NHS England releases update to national Cancer Drugs Fund list
NHS England has released an update to the national Cancer Drugs Fund list, further increasing access for patients to an additional three new cancer drugs.
The additions to the list have been made following a review of trial data from the drugs by the Chemotherapy Clinical Reference Group (CRG), one of 74 such groups which provide clinical advice to NHS England regarding a range of specialised services.

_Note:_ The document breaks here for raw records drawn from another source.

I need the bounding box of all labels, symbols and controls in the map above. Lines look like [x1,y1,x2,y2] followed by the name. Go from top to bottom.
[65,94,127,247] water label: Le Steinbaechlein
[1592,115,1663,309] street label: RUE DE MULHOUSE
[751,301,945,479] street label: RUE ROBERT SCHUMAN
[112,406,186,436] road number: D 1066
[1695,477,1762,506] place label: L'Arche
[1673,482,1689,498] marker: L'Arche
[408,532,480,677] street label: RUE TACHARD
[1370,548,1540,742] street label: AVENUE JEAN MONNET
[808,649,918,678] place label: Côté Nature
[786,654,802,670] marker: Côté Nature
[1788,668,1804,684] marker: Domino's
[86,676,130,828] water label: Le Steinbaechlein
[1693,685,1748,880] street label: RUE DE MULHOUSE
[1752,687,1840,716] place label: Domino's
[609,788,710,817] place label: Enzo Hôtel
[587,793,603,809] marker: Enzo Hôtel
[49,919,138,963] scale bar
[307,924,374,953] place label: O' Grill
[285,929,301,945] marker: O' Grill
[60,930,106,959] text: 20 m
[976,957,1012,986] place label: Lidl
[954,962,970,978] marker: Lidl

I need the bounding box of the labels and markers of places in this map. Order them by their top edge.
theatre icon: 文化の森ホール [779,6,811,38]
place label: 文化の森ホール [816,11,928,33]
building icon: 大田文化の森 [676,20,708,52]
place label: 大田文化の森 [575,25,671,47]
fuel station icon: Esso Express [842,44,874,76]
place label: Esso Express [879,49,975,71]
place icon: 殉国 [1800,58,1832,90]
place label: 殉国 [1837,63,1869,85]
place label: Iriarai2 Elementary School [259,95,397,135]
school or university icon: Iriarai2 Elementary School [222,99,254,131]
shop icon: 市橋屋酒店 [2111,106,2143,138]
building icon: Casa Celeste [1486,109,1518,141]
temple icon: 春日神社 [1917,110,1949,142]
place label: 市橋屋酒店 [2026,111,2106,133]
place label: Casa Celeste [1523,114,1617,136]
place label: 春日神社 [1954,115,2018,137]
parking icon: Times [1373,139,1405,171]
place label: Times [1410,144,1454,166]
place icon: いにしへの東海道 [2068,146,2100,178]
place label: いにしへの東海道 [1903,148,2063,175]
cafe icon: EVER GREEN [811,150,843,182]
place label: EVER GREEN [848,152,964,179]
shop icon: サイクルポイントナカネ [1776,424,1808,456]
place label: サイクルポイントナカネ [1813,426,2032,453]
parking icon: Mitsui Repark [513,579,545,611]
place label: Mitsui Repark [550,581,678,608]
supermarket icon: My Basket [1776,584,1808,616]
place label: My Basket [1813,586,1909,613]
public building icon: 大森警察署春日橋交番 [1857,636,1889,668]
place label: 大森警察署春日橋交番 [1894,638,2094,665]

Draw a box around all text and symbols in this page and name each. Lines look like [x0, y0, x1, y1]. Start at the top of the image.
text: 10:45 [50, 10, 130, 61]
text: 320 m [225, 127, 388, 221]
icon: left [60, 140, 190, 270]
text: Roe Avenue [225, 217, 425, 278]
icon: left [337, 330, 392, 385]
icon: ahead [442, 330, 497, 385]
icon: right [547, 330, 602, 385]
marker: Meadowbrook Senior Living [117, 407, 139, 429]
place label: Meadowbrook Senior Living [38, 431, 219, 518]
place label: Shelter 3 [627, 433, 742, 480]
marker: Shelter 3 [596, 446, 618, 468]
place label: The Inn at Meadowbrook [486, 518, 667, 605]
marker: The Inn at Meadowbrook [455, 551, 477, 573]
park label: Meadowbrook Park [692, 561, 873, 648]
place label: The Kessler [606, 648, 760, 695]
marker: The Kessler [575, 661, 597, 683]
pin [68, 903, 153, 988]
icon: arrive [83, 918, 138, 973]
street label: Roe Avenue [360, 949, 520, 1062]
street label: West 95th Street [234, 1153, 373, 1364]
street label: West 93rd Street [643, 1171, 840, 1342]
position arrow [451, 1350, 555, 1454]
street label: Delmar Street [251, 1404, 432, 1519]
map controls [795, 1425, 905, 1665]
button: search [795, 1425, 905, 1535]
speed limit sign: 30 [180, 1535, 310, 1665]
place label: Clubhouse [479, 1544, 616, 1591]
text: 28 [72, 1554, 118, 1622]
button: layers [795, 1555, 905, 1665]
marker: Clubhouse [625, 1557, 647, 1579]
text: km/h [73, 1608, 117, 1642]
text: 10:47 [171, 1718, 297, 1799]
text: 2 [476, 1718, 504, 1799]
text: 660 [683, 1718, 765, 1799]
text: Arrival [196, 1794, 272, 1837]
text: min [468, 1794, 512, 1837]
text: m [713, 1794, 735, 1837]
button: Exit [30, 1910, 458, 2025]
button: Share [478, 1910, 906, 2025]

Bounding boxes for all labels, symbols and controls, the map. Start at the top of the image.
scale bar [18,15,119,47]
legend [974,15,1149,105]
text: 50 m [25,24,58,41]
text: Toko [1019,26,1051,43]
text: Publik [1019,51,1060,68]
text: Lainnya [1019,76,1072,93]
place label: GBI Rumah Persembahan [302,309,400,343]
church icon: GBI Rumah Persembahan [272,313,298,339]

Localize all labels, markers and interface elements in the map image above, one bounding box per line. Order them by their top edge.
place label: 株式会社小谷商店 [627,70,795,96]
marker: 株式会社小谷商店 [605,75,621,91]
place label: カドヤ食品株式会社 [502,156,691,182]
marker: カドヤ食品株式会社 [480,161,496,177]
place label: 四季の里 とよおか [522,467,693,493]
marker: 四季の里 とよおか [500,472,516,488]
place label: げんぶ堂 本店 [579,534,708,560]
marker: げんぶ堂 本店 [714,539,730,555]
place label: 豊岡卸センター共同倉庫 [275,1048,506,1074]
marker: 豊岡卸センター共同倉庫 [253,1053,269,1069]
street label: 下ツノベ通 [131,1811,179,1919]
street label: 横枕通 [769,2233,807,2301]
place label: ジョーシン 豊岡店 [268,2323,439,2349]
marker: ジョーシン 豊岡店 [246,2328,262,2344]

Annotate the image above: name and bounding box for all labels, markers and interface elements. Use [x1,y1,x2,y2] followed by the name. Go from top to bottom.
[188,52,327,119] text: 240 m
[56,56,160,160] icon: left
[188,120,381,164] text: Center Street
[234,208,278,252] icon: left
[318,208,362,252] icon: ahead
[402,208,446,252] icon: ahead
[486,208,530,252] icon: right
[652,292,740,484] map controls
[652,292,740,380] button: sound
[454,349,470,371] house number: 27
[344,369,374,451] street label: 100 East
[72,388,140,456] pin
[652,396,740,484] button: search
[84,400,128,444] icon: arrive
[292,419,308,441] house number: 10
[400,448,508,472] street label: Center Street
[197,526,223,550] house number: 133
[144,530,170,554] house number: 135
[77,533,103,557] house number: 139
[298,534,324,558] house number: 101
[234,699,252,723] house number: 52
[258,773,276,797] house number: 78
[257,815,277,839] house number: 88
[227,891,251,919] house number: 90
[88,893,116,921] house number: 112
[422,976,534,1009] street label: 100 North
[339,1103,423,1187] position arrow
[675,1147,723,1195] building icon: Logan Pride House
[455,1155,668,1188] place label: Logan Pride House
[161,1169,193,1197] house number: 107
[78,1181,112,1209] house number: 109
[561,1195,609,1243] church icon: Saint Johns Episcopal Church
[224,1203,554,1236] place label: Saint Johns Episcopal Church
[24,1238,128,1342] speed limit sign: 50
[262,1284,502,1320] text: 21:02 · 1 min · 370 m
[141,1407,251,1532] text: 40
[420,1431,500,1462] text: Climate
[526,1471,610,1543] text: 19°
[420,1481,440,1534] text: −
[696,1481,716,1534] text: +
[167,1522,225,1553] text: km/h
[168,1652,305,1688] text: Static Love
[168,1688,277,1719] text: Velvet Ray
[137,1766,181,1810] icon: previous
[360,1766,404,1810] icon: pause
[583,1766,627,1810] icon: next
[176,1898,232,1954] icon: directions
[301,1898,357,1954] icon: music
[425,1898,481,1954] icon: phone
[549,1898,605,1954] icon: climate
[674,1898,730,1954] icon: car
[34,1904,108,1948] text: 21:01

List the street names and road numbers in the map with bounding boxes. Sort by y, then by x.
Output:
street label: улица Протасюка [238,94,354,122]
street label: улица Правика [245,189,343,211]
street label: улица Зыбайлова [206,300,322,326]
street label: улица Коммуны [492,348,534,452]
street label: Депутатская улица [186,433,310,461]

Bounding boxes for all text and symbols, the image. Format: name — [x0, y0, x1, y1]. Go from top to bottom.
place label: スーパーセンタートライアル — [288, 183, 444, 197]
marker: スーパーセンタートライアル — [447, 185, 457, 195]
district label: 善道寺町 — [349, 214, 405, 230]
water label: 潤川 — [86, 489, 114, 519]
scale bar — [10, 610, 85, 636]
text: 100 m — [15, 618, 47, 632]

The additions, which are all targeted drugs for specific cancers, are:
- Trastuzumab Emtansine: for patients with breast cancer
- Radium-223 Dichloride: for patients with prostate cancer
- Dabrafenib: for patients with unresectable or metastatic melanoma
No drugs were removed from the list.
The Chemotherapy CRG is working closely with clinicians and representatives of the pharmaceutical industry to ensure a rapid review process for new drugs that may be appropriate for inclusion on the Cancer Drugs Fund list. The review process looks at the available evidence regarding a drug’s efficacy, plus data relating to its safety.
Professor Peter Clark, Chair of the Chemotherapy CRG, said:
"These new additions to the list demonstrate NHS England’s commitment to achieving maximum benefit to patients from the annual £200 million Cancer Drugs Fund.
"The process of updating the list is led by cancer specialists, and should ensure that patients benefit quickly when new drugs become available that are backed by good evidence from trial data.”
The Cancer Drugs Fund provides an additional £200m each year to enable patients with cancer in England to access drugs that are not routinely funded by their local NHS. The national Cancer Drugs Fund list is a single national list of approved fast-track drugs giving uniform access to treatment across the country. From 1 April 2013, NHS England took on responsibility for the operational management of the Cancer Drugs Fund, creating for the first time a single national system for deciding which drugs are available and for which conditions.
The most recent panel meeting, which was originally scheduled for December 2013 was deferred until the New Year to allow the Pharmaceutical Price Regulation Scheme (PPRS) negotiations between the Department of Health and the industry to complete and for NHS England to determine any impact any new pricing agreements might have on the Cancer Drugs Fund.
NHS England wants to make sure the clinical panel has all of the relevant information available to make informed decisions.
Health Secretary Jeremy Hunt said:
"Cancer affects the lives of millions of people and their families, and the Cancer Drugs Fund provides vital access to life-extending or improving treatments.
"Better access to effective medicine is a priority for the government, and we are delighted that these new drugs will mean more patients will join over 38,000 cancer sufferers who have already benefitted from the fund.”